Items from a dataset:
*** Block opens ***

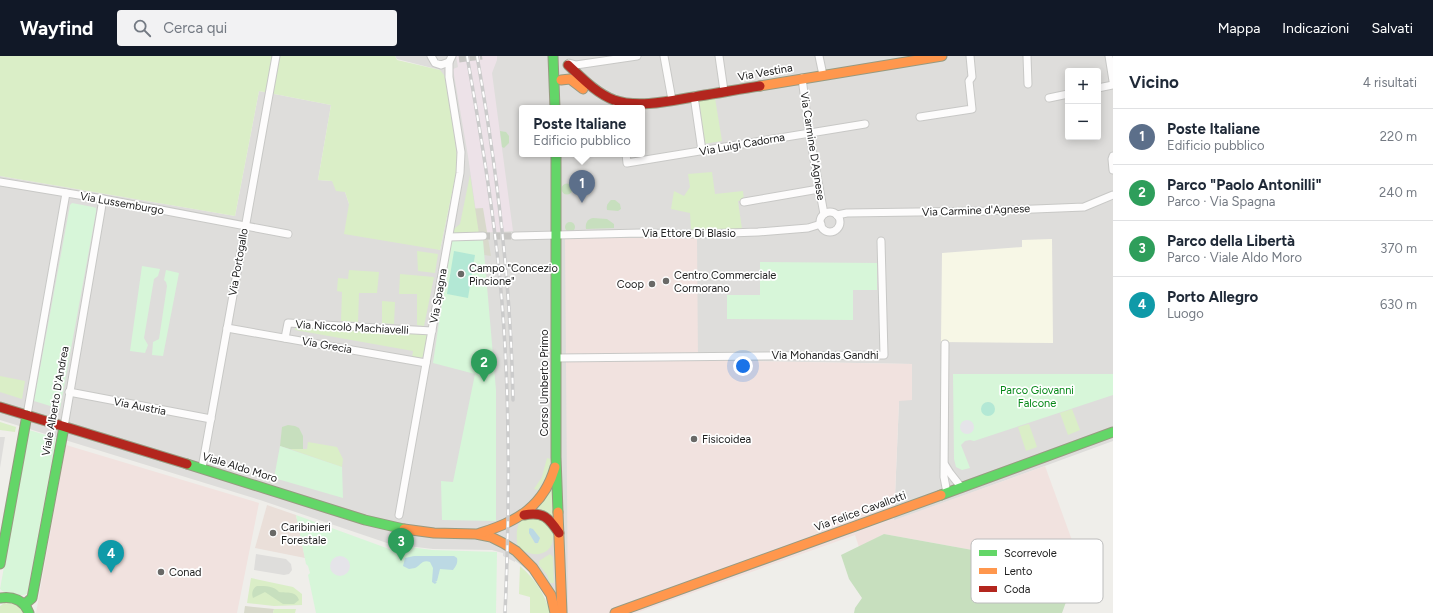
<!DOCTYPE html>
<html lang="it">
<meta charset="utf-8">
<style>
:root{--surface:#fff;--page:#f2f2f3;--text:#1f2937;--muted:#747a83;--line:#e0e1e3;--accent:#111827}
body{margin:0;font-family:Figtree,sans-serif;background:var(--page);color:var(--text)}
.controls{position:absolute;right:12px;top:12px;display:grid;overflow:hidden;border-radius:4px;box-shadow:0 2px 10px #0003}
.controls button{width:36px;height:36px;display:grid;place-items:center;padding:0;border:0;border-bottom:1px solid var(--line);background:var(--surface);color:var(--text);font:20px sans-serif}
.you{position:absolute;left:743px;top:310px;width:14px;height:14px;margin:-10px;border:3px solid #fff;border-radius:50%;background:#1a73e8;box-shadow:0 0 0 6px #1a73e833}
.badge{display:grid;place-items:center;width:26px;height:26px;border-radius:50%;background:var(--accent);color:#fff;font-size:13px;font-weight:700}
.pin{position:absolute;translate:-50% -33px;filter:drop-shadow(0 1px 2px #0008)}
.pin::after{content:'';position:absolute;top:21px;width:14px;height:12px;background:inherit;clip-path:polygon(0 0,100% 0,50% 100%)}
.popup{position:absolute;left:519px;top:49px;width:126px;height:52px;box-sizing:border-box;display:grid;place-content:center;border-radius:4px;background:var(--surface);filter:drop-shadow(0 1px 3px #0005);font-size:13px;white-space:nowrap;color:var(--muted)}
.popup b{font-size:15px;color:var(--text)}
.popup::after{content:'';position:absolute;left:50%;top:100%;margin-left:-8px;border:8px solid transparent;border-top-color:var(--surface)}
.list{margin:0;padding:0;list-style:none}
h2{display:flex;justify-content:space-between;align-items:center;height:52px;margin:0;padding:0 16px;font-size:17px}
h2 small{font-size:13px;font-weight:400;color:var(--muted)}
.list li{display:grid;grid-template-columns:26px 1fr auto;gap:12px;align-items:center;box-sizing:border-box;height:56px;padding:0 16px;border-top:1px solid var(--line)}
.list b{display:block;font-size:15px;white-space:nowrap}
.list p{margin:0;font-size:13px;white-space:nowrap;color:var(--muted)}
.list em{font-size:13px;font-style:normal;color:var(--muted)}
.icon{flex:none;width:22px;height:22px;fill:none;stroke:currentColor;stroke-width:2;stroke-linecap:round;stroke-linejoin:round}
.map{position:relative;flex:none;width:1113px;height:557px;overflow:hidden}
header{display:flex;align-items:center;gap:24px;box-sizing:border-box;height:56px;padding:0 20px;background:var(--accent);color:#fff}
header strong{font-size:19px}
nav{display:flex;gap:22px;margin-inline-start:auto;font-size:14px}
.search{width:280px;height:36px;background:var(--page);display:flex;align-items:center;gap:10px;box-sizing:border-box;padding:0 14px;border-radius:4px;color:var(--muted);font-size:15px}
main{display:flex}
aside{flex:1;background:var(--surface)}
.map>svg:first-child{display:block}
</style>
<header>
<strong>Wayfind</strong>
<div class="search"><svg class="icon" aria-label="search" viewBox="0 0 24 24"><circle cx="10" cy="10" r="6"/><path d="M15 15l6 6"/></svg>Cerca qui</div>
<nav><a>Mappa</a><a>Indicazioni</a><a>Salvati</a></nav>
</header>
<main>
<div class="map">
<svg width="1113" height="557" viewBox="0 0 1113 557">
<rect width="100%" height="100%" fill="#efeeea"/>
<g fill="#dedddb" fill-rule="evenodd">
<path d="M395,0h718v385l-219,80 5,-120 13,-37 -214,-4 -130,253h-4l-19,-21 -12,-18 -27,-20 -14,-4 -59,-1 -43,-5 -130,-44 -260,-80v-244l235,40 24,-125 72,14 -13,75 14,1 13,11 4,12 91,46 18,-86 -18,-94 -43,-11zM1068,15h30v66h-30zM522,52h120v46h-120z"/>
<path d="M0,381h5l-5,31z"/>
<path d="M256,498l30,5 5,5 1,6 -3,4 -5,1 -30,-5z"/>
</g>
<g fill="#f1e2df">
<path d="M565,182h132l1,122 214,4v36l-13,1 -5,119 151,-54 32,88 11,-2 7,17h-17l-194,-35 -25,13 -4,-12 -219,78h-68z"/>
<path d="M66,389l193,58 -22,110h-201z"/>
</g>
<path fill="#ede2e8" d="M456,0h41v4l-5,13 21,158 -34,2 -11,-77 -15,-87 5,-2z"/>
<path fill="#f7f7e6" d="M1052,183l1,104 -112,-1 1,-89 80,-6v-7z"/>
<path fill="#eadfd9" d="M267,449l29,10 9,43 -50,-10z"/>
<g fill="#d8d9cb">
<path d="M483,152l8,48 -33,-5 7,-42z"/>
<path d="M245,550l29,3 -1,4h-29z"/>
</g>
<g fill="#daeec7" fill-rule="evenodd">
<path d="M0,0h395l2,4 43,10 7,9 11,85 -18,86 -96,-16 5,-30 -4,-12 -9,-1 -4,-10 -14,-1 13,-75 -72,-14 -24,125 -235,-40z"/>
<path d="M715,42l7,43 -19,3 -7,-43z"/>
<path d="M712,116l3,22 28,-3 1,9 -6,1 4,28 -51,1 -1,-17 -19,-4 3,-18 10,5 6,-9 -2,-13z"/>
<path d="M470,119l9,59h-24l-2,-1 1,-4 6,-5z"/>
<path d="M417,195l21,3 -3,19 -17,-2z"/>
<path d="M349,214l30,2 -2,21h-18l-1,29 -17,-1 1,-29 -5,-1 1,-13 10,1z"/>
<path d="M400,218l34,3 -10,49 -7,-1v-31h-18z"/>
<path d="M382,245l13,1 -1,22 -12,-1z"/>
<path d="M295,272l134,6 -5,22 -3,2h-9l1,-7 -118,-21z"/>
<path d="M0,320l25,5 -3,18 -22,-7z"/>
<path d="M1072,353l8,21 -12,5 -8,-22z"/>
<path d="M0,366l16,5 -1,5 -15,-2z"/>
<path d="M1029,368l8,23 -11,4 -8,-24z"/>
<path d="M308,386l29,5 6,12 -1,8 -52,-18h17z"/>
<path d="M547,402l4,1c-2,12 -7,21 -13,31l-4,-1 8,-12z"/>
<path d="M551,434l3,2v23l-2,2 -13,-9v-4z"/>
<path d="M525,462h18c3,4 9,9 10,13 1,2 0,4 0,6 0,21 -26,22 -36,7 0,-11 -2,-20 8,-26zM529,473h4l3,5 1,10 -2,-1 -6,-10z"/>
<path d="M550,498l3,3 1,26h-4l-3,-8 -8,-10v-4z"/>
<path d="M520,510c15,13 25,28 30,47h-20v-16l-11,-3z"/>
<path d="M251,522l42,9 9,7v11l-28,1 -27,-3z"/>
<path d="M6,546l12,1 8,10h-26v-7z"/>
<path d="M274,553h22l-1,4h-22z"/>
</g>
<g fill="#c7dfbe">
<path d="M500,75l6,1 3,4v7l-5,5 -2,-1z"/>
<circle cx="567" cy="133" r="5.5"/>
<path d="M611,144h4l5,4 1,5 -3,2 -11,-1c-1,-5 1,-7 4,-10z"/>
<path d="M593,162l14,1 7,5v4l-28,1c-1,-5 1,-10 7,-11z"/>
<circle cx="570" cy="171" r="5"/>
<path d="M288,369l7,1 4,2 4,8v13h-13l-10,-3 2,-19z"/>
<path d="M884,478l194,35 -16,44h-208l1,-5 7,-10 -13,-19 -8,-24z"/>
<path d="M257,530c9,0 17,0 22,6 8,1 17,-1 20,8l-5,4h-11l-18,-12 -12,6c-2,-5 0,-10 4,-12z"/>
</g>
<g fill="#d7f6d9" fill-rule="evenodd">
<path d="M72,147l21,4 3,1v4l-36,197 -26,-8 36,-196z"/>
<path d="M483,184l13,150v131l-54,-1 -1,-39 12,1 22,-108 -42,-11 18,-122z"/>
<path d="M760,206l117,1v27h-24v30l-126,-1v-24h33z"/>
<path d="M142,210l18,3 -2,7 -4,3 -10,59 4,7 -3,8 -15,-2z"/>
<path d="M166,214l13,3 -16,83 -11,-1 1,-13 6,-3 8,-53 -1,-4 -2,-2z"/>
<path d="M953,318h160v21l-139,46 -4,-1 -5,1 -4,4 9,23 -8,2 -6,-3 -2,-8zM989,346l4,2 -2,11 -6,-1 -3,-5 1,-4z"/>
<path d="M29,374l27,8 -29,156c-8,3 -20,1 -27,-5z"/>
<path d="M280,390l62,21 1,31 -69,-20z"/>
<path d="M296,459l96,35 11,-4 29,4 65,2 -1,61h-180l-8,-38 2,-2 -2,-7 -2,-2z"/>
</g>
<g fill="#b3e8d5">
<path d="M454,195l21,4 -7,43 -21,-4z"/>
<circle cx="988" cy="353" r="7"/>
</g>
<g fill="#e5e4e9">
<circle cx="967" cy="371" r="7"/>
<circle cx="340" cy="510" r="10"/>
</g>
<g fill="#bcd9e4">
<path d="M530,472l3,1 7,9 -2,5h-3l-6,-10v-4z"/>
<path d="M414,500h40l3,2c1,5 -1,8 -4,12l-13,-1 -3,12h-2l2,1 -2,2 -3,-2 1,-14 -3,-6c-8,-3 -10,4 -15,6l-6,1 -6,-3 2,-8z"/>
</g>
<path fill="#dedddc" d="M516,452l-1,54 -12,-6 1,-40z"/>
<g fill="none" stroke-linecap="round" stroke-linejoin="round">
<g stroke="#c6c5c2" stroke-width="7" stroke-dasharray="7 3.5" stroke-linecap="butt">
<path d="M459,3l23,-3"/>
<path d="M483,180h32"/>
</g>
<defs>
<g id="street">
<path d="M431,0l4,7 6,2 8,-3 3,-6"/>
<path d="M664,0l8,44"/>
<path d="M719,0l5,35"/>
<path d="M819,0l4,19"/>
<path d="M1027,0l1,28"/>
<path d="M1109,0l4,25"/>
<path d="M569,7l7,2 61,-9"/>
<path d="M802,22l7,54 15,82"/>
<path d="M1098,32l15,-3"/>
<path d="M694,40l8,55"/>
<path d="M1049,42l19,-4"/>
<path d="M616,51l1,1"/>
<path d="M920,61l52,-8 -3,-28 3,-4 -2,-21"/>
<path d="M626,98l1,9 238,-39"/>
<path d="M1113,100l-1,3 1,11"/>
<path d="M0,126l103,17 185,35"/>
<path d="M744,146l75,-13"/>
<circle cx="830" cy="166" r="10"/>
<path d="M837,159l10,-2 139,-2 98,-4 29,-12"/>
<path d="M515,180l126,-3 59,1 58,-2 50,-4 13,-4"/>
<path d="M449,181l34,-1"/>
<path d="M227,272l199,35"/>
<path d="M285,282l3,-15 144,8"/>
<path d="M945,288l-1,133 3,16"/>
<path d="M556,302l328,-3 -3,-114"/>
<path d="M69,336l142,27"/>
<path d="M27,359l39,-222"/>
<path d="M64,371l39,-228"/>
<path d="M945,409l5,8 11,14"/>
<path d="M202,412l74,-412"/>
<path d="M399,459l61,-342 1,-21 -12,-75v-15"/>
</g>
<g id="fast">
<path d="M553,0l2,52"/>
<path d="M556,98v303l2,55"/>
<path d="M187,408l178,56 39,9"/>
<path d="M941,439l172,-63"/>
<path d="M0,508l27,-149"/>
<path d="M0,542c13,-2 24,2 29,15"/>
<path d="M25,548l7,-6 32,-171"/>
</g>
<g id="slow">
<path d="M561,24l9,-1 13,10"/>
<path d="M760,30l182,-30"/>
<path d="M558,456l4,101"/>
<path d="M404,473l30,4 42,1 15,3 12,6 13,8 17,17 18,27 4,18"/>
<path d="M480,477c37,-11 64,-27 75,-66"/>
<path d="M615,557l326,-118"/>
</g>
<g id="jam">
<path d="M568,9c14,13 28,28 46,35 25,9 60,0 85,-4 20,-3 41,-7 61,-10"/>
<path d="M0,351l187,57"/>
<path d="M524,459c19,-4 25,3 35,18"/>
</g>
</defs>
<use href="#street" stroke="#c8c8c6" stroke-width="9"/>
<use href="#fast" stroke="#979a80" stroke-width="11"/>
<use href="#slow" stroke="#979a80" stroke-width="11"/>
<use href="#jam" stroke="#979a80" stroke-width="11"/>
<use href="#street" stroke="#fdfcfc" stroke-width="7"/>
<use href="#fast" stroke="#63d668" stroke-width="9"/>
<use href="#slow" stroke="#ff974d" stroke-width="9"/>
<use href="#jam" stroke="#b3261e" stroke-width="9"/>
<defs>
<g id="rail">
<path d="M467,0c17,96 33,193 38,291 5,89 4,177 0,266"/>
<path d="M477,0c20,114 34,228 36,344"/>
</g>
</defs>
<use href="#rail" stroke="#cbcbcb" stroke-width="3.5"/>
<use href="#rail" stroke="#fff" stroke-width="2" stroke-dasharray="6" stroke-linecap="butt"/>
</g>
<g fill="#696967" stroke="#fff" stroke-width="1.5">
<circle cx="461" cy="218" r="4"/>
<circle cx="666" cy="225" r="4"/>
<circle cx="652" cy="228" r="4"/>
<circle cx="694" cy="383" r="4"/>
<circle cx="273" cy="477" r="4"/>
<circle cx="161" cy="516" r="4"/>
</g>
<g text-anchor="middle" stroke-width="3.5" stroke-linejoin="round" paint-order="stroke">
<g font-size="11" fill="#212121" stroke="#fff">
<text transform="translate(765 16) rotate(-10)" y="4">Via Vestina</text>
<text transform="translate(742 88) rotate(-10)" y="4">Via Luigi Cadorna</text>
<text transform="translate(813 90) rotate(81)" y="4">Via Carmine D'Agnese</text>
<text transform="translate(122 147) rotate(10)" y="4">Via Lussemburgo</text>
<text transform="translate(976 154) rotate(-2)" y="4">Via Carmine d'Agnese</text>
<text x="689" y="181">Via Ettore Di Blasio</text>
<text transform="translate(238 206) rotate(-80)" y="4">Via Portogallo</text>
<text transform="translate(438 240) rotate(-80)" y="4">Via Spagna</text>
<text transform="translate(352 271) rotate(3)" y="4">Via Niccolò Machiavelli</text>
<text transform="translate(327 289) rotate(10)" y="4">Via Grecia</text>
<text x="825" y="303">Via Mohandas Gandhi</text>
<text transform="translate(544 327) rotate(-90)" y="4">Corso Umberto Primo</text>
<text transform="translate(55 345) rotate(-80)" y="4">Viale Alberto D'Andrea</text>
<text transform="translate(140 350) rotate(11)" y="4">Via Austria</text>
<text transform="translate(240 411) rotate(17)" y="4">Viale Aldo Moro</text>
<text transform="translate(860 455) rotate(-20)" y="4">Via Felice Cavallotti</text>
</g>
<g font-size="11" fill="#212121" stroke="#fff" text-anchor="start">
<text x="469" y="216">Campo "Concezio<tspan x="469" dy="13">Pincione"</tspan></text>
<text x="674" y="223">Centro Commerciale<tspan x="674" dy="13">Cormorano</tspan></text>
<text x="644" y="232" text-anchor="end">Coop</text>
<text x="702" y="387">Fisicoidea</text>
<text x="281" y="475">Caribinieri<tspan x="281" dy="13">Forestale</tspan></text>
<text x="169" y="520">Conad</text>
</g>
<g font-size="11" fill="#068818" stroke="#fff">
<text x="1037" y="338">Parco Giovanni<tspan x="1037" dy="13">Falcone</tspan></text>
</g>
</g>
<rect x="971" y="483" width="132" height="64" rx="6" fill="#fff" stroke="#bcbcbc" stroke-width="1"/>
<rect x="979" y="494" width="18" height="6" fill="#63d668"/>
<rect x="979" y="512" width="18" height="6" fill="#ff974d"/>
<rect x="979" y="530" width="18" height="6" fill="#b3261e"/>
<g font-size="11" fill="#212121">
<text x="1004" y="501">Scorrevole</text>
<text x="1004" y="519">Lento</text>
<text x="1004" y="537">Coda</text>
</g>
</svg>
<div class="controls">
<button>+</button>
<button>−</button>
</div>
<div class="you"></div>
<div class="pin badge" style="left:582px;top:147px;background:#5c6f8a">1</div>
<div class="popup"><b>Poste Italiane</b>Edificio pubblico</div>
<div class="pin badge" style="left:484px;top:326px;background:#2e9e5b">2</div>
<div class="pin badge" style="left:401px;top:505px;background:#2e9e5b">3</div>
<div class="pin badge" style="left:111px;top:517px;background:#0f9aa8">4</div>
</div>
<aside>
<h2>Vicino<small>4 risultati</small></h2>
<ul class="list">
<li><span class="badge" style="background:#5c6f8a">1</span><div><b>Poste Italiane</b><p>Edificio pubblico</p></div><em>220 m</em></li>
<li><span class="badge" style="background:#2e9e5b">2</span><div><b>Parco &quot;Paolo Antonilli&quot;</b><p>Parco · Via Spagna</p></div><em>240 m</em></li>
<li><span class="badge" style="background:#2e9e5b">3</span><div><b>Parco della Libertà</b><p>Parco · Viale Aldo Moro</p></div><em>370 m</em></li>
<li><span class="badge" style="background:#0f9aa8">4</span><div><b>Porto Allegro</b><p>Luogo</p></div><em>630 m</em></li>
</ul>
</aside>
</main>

*** Block closes ***
*** Block opens ***

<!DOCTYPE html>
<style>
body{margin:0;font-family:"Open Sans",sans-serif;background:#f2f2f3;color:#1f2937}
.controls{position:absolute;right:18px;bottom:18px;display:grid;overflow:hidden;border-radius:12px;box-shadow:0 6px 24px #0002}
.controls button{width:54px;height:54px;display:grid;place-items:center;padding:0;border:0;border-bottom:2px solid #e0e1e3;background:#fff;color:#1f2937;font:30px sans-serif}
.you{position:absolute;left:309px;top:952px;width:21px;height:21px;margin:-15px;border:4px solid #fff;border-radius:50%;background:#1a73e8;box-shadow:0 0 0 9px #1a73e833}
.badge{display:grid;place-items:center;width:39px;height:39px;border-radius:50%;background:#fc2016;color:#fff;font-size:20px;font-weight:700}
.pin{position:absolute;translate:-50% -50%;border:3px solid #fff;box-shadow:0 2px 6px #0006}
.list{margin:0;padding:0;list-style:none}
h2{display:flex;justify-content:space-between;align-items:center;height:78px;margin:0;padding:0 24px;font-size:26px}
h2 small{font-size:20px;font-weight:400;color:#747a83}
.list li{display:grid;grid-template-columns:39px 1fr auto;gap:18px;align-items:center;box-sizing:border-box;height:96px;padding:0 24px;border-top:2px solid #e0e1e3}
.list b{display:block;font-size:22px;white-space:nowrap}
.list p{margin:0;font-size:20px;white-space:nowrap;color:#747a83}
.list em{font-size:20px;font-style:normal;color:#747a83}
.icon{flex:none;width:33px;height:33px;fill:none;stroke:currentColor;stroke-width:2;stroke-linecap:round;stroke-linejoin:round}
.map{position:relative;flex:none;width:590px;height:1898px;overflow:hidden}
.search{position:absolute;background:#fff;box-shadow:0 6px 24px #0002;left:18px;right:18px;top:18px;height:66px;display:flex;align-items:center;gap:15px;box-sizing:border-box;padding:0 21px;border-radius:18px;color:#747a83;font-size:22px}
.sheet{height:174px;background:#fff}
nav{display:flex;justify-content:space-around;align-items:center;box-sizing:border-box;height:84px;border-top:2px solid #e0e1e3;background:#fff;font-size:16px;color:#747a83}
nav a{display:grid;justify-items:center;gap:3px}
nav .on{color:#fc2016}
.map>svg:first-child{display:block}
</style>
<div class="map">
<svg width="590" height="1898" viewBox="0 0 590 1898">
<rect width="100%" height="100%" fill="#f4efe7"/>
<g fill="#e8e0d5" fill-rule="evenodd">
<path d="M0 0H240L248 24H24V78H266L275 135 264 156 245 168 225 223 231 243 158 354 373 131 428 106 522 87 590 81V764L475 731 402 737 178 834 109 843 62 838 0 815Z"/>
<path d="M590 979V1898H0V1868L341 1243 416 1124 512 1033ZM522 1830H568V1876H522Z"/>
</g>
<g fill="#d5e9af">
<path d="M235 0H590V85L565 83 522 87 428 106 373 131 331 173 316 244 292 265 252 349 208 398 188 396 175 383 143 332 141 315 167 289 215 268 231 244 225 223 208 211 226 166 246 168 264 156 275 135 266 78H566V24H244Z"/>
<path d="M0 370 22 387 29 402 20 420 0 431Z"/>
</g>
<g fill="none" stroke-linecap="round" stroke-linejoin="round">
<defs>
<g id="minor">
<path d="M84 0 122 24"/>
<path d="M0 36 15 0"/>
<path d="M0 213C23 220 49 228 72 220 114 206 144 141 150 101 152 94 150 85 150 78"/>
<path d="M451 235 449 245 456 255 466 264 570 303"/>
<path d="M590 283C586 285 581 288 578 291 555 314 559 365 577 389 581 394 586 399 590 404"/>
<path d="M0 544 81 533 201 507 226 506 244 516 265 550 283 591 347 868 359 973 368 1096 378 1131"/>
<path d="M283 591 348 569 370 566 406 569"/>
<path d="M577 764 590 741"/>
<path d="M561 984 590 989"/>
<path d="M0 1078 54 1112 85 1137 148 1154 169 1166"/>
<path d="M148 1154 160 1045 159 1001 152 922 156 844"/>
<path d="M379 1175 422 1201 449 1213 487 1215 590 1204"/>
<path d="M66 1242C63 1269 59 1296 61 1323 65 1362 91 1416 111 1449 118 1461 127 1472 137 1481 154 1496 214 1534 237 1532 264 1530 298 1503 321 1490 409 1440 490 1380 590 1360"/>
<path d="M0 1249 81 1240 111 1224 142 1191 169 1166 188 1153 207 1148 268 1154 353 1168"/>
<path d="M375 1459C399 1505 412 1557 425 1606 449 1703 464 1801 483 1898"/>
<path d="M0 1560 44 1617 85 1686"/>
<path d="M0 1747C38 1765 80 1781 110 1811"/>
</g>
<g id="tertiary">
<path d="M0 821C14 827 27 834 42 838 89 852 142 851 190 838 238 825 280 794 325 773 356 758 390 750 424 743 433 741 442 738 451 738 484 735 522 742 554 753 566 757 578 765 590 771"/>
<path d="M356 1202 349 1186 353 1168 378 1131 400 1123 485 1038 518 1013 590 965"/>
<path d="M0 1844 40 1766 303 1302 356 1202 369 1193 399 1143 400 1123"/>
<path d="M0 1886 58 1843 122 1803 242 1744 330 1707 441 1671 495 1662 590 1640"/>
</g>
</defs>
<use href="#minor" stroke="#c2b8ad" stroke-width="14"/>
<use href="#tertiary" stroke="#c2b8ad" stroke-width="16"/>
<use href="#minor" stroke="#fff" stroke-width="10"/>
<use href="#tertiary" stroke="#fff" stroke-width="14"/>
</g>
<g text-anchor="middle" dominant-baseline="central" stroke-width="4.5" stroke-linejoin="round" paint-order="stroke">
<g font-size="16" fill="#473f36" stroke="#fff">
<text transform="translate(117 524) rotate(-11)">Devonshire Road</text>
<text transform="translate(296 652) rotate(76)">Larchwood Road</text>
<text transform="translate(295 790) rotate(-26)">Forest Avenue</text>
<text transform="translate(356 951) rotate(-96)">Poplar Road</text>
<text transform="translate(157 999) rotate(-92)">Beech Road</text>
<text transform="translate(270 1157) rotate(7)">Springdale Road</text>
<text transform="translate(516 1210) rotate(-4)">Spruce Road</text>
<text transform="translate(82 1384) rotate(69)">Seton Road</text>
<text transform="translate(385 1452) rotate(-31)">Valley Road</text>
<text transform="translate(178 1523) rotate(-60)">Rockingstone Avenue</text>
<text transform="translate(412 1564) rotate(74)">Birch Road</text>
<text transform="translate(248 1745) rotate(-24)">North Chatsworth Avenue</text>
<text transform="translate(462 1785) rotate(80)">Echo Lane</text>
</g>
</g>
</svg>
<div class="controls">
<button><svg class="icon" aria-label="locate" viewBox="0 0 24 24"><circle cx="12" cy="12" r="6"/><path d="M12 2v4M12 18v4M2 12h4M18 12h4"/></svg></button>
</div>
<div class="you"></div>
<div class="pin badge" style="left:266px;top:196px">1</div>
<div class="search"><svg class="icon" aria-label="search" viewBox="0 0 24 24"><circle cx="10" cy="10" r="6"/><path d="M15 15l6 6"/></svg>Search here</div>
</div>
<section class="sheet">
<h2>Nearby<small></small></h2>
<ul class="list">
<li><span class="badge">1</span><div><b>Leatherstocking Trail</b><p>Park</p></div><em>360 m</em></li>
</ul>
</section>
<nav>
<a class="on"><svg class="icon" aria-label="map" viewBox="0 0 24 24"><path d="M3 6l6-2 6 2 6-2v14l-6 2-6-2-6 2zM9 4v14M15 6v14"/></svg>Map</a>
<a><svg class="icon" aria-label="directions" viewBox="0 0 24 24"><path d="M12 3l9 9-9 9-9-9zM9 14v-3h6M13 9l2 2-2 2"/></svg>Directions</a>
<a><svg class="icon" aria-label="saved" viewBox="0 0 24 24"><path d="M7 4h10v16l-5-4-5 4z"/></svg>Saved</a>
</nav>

*** Block closes ***

Write out each line of the data that holds the string "sheet".

• Your solution:
.sheet{height:174px;background:#fff}
<section class="sheet">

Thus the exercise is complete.